Bull bars will be banned from all new cars under EU pedestrian safety plans due to be approved in Brussels today.
The move is part of a voluntary agreement with car makers to redesign car fronts to reduce the risk to pedestrians in a collision.
But transport safety campaigners say the deal is much weaker than experts have recommended after 22 years of scientific tests funded by the EU and member states.
The European Transport Safety Council claims the Brussels Commission and EU governments are bowing to a powerful car industry lobby and trimming their demands for tougher car impact standards.
Four new crash tests for car fronts have been in the pipeline for years, designed to cut injuries caused to pedestrians by protruding bonnet edges and bumpers.
If all four tests were mandatory, says the ETSC, the current 9,300 pedestrian and cyclist deaths a year could be cut by 2,000, and the annual 200,000 injured in accidents involving cars, reduced by 18,000.
But the voluntary code being considered by ministers meeting in Brussels commits the European Automobile Manufacturers Association (ACEA) only to a more limited range of modifications which, says the ETSC, will only cut pedestrian deaths by 500 a year.
An EC official said: ‘‘The Commission is satisfied with the industry’s commitment.

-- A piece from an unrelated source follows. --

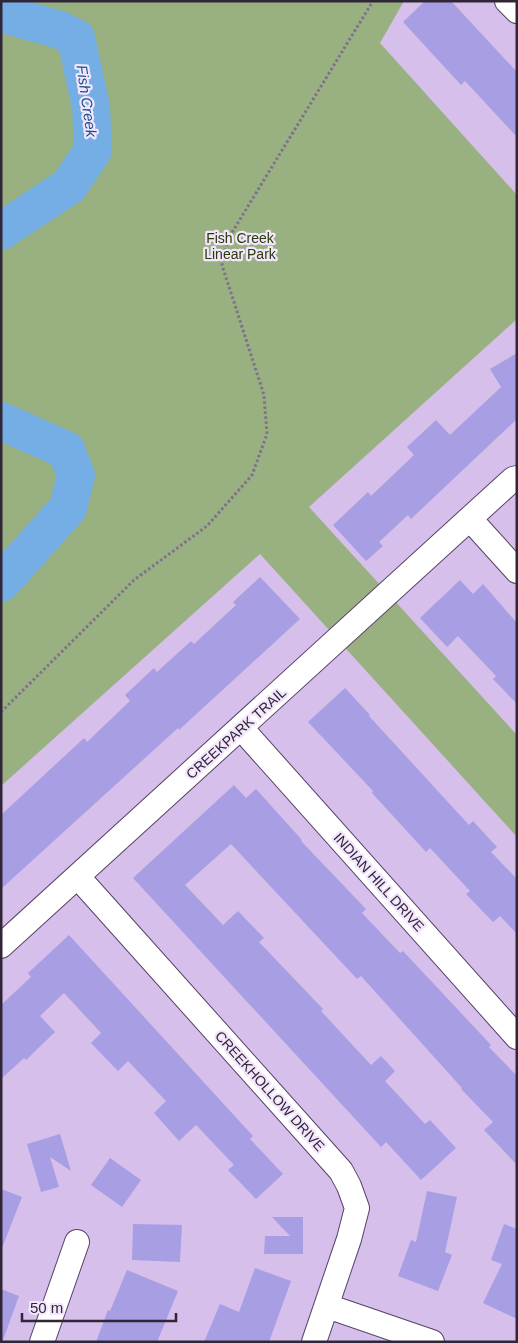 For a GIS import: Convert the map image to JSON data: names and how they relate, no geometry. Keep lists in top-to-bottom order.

But before deciding where this is sufficient or whether legislation might be needed, we would like to know the opinion of governments and MEPs.’’
The EU government ministers are expected to endorse the voluntary code, which UK trade and industry secretary Patricia Hewitt says can be brought in far faster than EU-wide legislation.
The compromise deal includes the introduction of ABS - the Advanced Braking System which helps prevent skidding under heavy braking - on all new cars by 2003, and car front design modifications by 2005, which would mean the end of the road for bull bars fitted at the factory.
However, the agreement does not include bull bars bought as an accessory, and the ETSC says the bull bar problem represents only a small proportion of all pedestrian injuries caused by car fronts of all types.
More comprehensive design changes would be phased in from 2010.
The ETSC is now turning its attention on MEPs, hoping to persuade them to block the new voluntary deal, and demand the original, legally-binding four-test package.